— К сожалению, ничего более питательного у меня не завалялось, — виновато признался Рейнхарт, тоже опускающийся на пол — к удивлению Уэльса, даже не рядом, а по иную сторону столика, принося торжественный непреложный обет держаться поблизости, но порознь, пока спесивый мальчик сам не решится пойти в этот волшебный вечер навстречу. — Завтра мы с тобой исправим это маленькое упущеньице и наберем столько всего, сколько тебе захочется, моя радость, а пока придется поужинать тем, что есть. Так что принимайся за свой суп, пока тот не остыл, и не обессудь, если он окажется вдруг недостаточно хорош: всё же я не шибко силен в готовке и обычно предпочитаю с такими вещами не возиться, но так как день у нас с тобой сегодня особенный…
Уэльсу, стесненно посматривающему то в одну сторонку, то в другую, одновременно порывалось сказать, чтобы он немедленно кончал, потому что ужин, по его мнению, и так был практически королевским, а потом сверху добавить, что есть он сам по той или иной причине — потому что не голоден, например — не станет, но…

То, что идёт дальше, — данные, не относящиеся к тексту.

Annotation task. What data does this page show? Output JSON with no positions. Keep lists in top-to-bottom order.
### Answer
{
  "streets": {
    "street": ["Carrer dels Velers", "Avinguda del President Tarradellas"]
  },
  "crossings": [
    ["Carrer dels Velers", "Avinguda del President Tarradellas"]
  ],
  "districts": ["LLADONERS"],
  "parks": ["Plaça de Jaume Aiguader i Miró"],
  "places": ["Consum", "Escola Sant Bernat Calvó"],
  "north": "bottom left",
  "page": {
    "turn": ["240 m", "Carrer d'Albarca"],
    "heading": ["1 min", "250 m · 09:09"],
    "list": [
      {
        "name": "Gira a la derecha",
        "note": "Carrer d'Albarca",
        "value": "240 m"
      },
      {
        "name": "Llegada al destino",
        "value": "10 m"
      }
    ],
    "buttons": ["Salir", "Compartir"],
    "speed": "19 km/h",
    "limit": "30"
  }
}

Сказать-то порывалось, да голоден он все-таки, как ни лги, был. Причем — очень и очень сильно.
Еда для того, кто годами сидел на дешевой лапше и дешевых же полуфабрикатах, пахла неповторимо и изумительно, а Рейнхарт, как бы ни старался отмахнуться и убедить в обратном, наверняка с ее приготовлением старался, да и…
Как объяснить тому — привыкшему к разгульному образу жизни и извечной пачке денег в кармане, — что Юа обычно ничего подобного и вовсе не ел?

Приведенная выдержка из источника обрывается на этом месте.